9.1 Introduction to Structs and Comparison with C

In Rust, structs allow developers to define custom data types composed of several related values, called fields. While similar to C’s struct, Rust introduces important distinctions and variations.

The most common form is a struct with named fields:

Rust:

struct Person {
    name: String,
    age: u8,
}

C:

struct Person {
    char* name; // Often a pointer, manual memory management needed
    uint8_t age;
};

Key differences and enhancements in Rust include:

  1. Memory Safety: Rust’s ownership and borrowing rules guarantee memory safety at compile time, preventing issues like use-after-free or data races that can occur with C structs containing pointers. Fields like String manage their own memory.
  2. Methods and Behavior: Rust structs can have associated functions and methods defined in separate impl blocks.

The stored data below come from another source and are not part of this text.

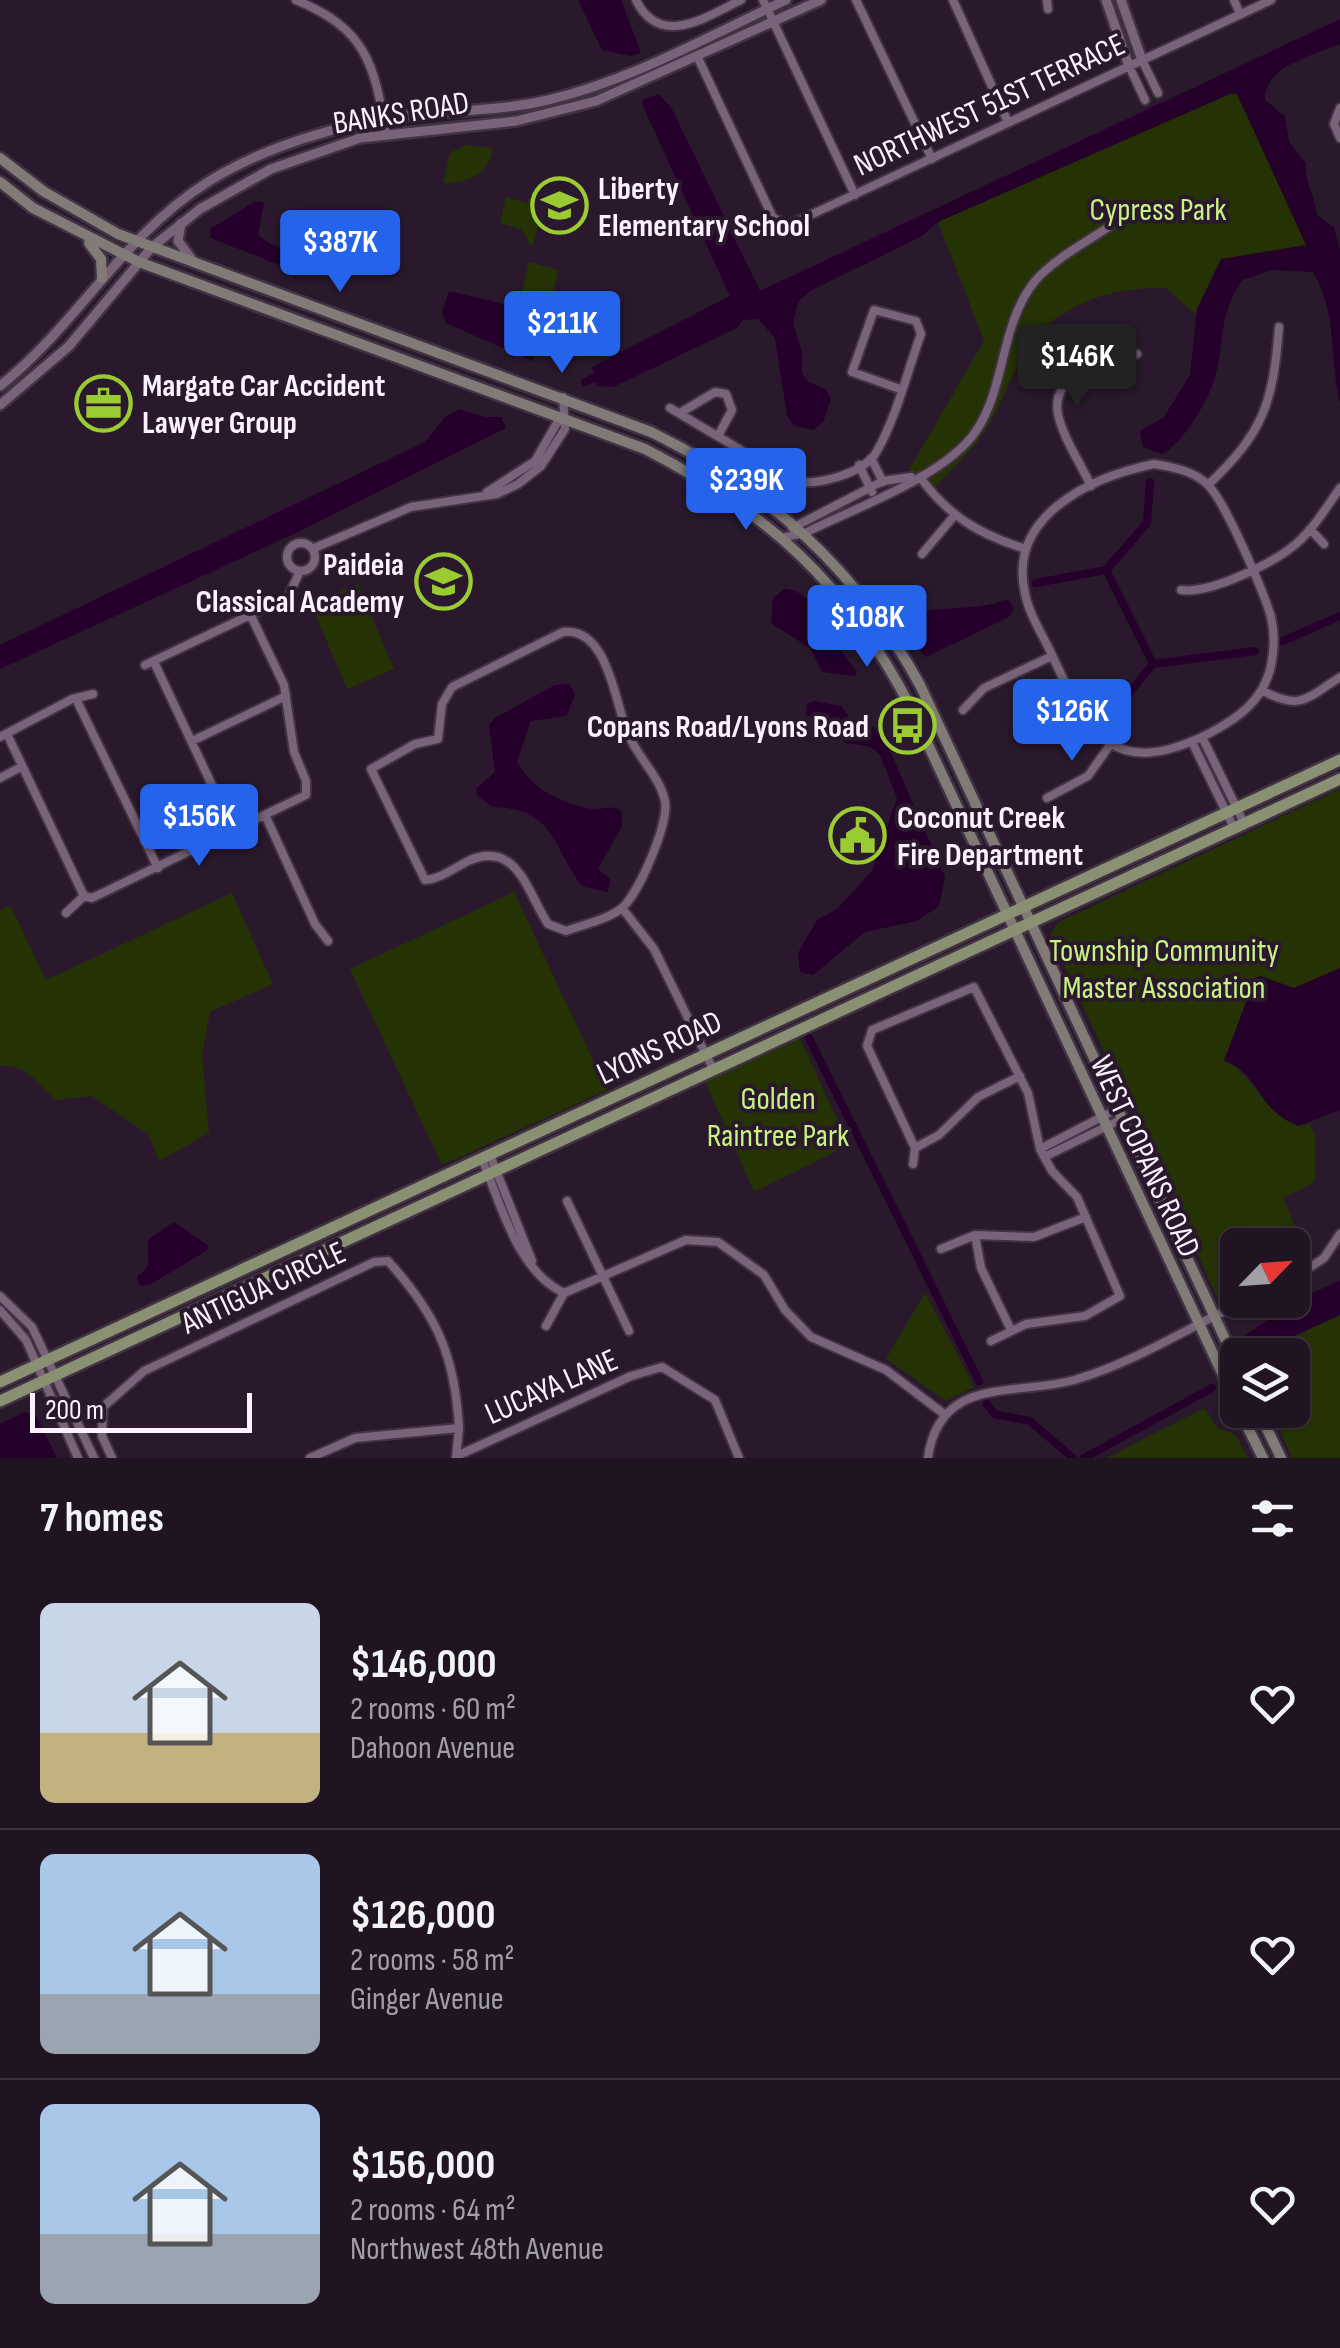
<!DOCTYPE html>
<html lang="en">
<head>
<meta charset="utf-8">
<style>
	body { margin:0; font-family:"Sofia Sans Condensed",sans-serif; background:#2d202f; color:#f1f3f6; height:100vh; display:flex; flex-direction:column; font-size:38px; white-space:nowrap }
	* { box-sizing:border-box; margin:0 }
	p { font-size:32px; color:#a29ea5 }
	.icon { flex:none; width:55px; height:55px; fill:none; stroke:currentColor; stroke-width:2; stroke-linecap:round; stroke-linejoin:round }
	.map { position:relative; height:1458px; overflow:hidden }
	.panel { display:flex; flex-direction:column; background:#201322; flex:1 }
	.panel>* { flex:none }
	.needle { width:65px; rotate:65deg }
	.tools { position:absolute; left:1220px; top:1228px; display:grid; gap:20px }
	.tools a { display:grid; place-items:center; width:90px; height:90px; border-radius:15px; background:#201322; box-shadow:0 2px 8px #0004,0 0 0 2px #3d3240; font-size:50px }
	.scale { position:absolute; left:30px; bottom:25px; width:222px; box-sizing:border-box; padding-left:10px; border:5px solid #fcf1fe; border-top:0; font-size:28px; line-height:35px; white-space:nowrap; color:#fcf1fe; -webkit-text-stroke:8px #2a192d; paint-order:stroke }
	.price { position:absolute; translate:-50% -85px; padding:0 22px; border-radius:10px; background:#2563eb; color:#fff; font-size:32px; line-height:65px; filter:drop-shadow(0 2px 5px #0008) }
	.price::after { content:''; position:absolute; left:50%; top:60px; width:30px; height:22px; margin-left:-15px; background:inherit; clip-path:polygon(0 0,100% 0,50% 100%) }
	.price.on { background:#222; color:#fff }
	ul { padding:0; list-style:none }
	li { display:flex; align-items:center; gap:30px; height:250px; padding:0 40px }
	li+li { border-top:2px solid #3d3240 }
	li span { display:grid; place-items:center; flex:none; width:280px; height:200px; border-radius:15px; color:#555 }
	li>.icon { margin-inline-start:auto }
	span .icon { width:120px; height:120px; fill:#fffc; stroke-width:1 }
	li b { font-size:42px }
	h2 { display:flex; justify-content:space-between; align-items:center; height:120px; padding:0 40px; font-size:42px }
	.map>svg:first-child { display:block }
	.green { fill:#253304 }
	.water { fill:#24002a }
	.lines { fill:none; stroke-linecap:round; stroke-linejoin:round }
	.canal { stroke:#24002a; stroke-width:8 }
	.minor-casing { stroke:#413343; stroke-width:12 }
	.tertiary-casing { stroke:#413343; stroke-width:14 }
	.secondary-casing { stroke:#413343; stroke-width:15 }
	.primary-casing { stroke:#413343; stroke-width:16 }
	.minor { stroke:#78637a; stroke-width:8 }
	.tertiary { stroke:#78637a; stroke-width:9 }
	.secondary { stroke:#817a76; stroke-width:10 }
	.primary { stroke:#8a9173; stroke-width:11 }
	.labels { text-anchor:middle; stroke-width:8; stroke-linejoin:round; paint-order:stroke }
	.street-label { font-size:32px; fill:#fcf1fe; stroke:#2a192d }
	.poi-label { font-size:32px; font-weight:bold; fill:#fcf1fe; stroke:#2a192d; text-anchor:start }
	.park-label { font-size:32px; fill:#c8f281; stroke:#2a192d }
</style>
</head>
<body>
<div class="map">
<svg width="1340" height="1458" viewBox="0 0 1340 1458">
	<rect width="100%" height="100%" fill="#2a192d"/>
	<path class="green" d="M1234 89 1312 249 1221 259 1195 314 1166 288C1105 286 1045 308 1017 366 1006 389 997 414 982 435 970 454 950 470 935 487L909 470 984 341 938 222Z
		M465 145 493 148C489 174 468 183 443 183L450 153Z
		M541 186 549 189 532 247 521 229 500 223 506 197 528 203 532 192Z
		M529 262 559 270 549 306 520 298Z
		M358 584 394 669 347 689 311 604Z
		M1340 789V968L1294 988 1260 976 1224 1060C1256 1073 1269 1129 1310 1124L1315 1137V1182L1283 1198 1308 1256 1293 1264 1292 1245H1238L1237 1290 1218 1299 1050 934 1059 922Z
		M514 892 607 1090 442 1165 350 969Z
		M232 893 273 984 210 1012 202 1055 209 1133 159 1161 149 1135 92 1096 56 1100C37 1085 28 1064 0 1066V910L10 905 46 980Z
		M800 1039 849 1145 754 1192 705 1081Z
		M925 1293 974 1387 946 1401 886 1359Z
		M1340 1315V1458H1292L1270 1410H1292V1355H1256Z
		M1204 1408 1218 1428 1235 1434 1248 1458H1107Z"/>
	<path class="water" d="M578 0H621L641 53 631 56 602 50Z
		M1340 19V44C1314 55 1263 66 1265 100L1285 116 1289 142 1306 163C1303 178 1315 197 1317 215L1334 228 1340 250V403C1329 358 1338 314 1313 272L1273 270 1242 280C1217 320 1226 337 1215 377 1209 399 1183 444 1162 454L1143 447 1140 431 1164 417 1190 375 1197 309 1221 259 1306 245 1237 94H1230L938 222 922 236 810 291 798 302 793 323 802 353V373L808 382 826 389 831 399 823 422 813 430 794 426 787 416 775 338 758 319 743 320 737 328 613 387 597 386 592 367 730 296 642 104 644 99 659 94 672 109 760 291Z
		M256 201 264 203 258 234C271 249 286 246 300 258L297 272 211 238 210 229Z
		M449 291 529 310 539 327 533 361 446 323 442 312Z
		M459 409 485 417H501L506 428 300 531 0 669V645L425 442 446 416Z
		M784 589C818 589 837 653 857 671L855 676 822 672 810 648 771 623 773 598Z
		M1008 599 1014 608 1009 617 926 657 921 652 919 633 908 621 912 614C944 605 975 612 1008 599Z
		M570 684 575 695 566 716 531 721 517 762C533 789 560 803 591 809 604 811 611 803 622 812V826L598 869 610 879 608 892 582 886C552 846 555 808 492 807L477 795 476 789 495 772 489 725 495 718 555 685Z
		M814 701 841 706 854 723 874 727 887 744 945 877 939 906 917 921 865 932 813 975 800 972 798 953 817 920 837 909 872 871 897 798 880 755 871 747 845 743 831 722 806 715 807 704Z
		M1340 968V1110L1299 1126C1255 1110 1261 1073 1224 1061L1255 978 1260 976 1294 988Z
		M174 1222 209 1246 206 1251 151 1284 140 1286 137 1276C156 1264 145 1256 149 1239Z
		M1340 1280V1315L1251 1355 1244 1336 1296 1301Z
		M25 1412 36 1416 57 1458H0V1424Z"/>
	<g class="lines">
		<path class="canal" d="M585 382 602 374
			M1036 583 1106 570
			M1283 641 1340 616
			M1153 664 1255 651
			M1105 722 1153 664 1106 570 1147 523 1150 482
			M808 1036 979 1381
			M987 1404 994 1414 1030 1421 1073 1458
			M1084 1458 1212 1388"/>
		<defs>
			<path id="minor" d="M296 0C366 29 374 63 386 133
				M636 0C660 49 706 17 741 0
				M763 0 855 195
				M856 0 932 159
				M953 0 1008 122
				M1047 0 1048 9
				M1234 0 1240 14
				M698 58 773 218 789 225 1271 0
				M1142 60 1158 93
				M1129 66 1145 100
				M1340 108 1334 124 1340 138
				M670 408 793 481C816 487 865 473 877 451 897 416 907 372 921 334L916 321 874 310 852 372 900 389
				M680 413 715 392 726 394 732 410 718 436
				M871 458 883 482
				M1154 464C1173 467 1195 471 1209 486 1227 506 1263 590 1271 617 1275 633 1274 653 1270 670 1261 702 1238 718 1210 733 1114 781 1089 736 1052 655 1043 635 1029 615 1025 593 1007 516 1091 477 1154 464Z
				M859 465 872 492
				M920 477C948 516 980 535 1026 549
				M1208 485C1264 432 1273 403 1279 327
				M1091 486C1081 464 1063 438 1058 414 1050 373 1107 357 1137 354
				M487 492 535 461 561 416
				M792 528 883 481 911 477
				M1310 529 1324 544
				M785 537 805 533C854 508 945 477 976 431 1006 387 1000 324 1035 281 1054 259 1085 243 1110 226
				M287 557a14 14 0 1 1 28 0a14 14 0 1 1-28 0Z
				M312 549 411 507 497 494 518 484 541 466 565 429 563 397
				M922 554 954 516
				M1181 590C1210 594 1272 564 1296 544 1314 528 1326 508 1340 488
				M563 632C608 626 615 704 628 734 638 758 659 775 665 801 669 823 640 891 623 907 610 919 582 925 566 931L548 924C527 892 517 839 468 861 454 868 440 879 425 880L371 769 415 744 438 739 442 704 452 687Z
				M154 662 234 832
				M145 665 288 597 300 571
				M1263 691C1301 711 1307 698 1340 677
				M77 701 158 868
				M963 710 984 688 1052 656
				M8 736 84 896
				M0 737 72 699 93 694
				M1202 737 1244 823
				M192 741 286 696
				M1192 742 1234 828
				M0 778 21 767
				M1047 798 1088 776 1110 745
				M266 817 315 924 328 941
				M622 908 654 949 714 1071
				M66 913 84 896 92 898 306 795V781L294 752 284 685 251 616
				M915 1148 939 1135 978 1097 1020 1076
				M1040 1149 1117 1109
				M490 1155 532 1261
				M1044 1157 1122 1119
				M482 1159C501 1204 517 1271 564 1293
				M913 1164 915 1148 867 1046 872 1030 974 987 1028 1093 1040 1149 1052 1171 1077 1197 1120 1296 1085 1316 1026 1324 991 1341
				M567 1201 629 1331
				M975 1235 981 1268 1011 1330
				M941 1249 975 1235 1034 1237 1086 1217
				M1292 1279 1324 1258 1340 1234
				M564 1293 686 1240 718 1242 764 1275 785 1310 811 1337 886 1370 944 1414
				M0 1296 32 1327 94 1458
				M0 1310 26 1340 78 1458
				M546 1326 564 1293
				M457 1456 631 1376 662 1367 715 1400 739 1458
				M112 1458 102 1436 103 1407 144 1371 374 1262 388 1261C437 1315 455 1356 459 1428L355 1438 310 1458
				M456 1458 459 1428
				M928 1458C931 1434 941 1414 962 1402 990 1386 1040 1390 1074 1380 1134 1363 1191 1326 1247 1300"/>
			<path id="tertiary" d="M1106 0 1129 66
				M1121 0 1142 60
				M181 223 178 241 193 261
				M0 386C79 323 123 234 211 180 267 146 340 124 405 116 453 110 501 111 548 100 632 80 709 36 786 0
				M0 405 69 346 152 247 200 209 271 169 360 138 516 121 596 101 821 0"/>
			<path id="secondary" d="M0 158 43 191 118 234 651 432C769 490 857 570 920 685L1238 1367
				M0 182 33 208 139 262 645 449C768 512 846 583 910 706L1238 1407
				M89 243 101 259 102 278
				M1239 1410 1263 1458
				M1258 1410 1281 1458"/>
			<path id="primary" d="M0 1382 1340 760
				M0 1401 1340 779"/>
		</defs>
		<use href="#minor" class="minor-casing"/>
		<use href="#tertiary" class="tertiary-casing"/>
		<use href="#secondary" class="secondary-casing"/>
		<use href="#primary" class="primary-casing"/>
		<use href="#minor" class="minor"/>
		<use href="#tertiary" class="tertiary"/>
		<use href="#secondary" class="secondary"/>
		<use href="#primary" class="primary"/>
	</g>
	<defs>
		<symbol id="school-ring" viewBox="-11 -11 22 22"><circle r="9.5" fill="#2a192d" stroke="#9bcb33" stroke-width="1.5"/><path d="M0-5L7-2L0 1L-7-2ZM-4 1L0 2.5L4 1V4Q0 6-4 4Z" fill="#9bcb33"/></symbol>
		<symbol id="office-ring" viewBox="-11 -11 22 22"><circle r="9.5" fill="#2a192d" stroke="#9bcb33" stroke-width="1.5"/><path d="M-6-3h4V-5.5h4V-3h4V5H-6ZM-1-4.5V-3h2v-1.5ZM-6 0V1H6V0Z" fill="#9bcb33"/></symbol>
		<symbol id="bus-ring" viewBox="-11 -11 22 22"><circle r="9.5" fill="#2a192d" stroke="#9bcb33" stroke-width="1.5"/><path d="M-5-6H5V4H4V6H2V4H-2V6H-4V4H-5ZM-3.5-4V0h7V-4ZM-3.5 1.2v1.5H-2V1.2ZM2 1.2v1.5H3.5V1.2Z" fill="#9bcb33"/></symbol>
		<symbol id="civic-ring" viewBox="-11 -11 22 22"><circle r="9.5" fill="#2a192d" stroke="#9bcb33" stroke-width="1.5"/><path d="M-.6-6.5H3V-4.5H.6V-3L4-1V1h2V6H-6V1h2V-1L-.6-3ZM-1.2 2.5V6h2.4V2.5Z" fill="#9bcb33"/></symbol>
	</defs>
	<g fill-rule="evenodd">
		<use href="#school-ring" x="528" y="174" width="63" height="63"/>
		<use href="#office-ring" x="72" y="372" width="63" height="63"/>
		<use href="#school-ring" x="412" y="550" width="63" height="63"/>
		<use href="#bus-ring" x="876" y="694" width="63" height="63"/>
		<use href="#civic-ring" x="826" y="804" width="63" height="63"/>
	</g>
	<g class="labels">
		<g class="street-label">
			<text transform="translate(989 104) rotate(-25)" y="11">NORTHWEST 51ST TERRACE</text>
			<text transform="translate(401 112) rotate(-9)" y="11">BANKS ROAD</text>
			<text transform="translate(659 1047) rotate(-25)" y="11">LYONS ROAD</text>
			<text transform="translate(1146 1156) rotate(65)" y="11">WEST COPANS ROAD</text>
			<text transform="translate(263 1287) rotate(-25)" y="11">ANTIGUA CIRCLE</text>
			<text transform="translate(551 1386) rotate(-24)" y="11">LUCAYA LANE</text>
		</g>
		<g class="poi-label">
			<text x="598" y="199">Liberty<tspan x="598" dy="37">Elementary School</tspan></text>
			<text x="142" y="396">Margate Car Accident<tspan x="142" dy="37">Lawyer Group</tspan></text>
			<text x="404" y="575" text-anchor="end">Paideia<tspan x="404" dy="37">Classical Academy</tspan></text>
			<text x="869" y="737" text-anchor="end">Copans Road/Lyons Road</text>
			<text x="897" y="828">Coconut Creek<tspan x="897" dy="37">Fire Department</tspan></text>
		</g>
		<g class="park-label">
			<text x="1158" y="220">Cypress Park</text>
			<text x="1164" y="961">Township Community<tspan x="1164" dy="37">Master Association</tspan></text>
			<text x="778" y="1109">Golden<tspan x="778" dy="37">Raintree Park</tspan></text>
		</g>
	</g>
</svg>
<div class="tools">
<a><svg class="needle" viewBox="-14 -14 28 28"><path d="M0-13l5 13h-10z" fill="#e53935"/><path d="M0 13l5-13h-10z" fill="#a29ea5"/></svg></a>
<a><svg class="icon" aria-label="layers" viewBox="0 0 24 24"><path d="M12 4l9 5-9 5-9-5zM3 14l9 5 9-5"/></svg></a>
</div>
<div class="scale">200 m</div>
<b class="price" style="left:340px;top:295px">$387K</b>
<b class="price" style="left:562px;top:376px">$211K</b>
<b class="price on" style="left:1077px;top:409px">$146K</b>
<b class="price" style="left:746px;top:533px">$239K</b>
<b class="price" style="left:867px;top:670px">$108K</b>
<b class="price" style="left:1072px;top:764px">$126K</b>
<b class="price" style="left:199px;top:869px">$156K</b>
</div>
<section class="panel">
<h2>7 homes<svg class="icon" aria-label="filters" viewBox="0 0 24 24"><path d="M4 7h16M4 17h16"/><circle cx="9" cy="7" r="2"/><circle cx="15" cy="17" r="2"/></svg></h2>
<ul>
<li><span style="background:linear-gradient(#c9d6e8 65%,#c2b280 0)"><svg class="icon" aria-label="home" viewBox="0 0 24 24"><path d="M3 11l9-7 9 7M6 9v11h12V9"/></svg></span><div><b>$146,000</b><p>2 rooms · 60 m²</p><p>Dahoon Avenue</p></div><svg class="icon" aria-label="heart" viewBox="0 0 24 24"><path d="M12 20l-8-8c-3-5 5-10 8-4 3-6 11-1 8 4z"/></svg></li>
<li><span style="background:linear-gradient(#a9c7e8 70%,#9aa5b1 0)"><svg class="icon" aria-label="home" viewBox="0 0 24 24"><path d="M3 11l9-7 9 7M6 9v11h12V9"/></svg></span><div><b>$126,000</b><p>2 rooms · 58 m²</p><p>Ginger Avenue</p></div><svg class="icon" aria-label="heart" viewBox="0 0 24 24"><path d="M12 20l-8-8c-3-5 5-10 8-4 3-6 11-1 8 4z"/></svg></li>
<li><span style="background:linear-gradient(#a9c7e8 65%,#9aa5b1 0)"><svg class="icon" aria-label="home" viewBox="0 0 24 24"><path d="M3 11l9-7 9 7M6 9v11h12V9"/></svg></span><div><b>$156,000</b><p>2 rooms · 64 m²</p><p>Northwest 48th Avenue</p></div><svg class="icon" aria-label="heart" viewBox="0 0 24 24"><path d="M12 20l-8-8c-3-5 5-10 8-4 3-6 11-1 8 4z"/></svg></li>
</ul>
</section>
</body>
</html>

This bundles data and behavior logically, unlike C where functions operating on structs are defined globally or rely on function pointers.
  3. Struct Variants: While named-field structs are common, Rust also offers tuple structs (with unnamed fields accessed by index) and unit-like structs (with no fields at all). These variants serve specific purposes, discussed later.
  4. No Inheritance: Unlike classes in C++, Rust structs do not support implementation inheritance. Code reuse and polymorphism are achieved through traits and composition.

Rust structs combine the data aggregation capabilities of C structs with enhanced safety, associated behavior, and different structural variants, forming a powerful tool for building complex data structures.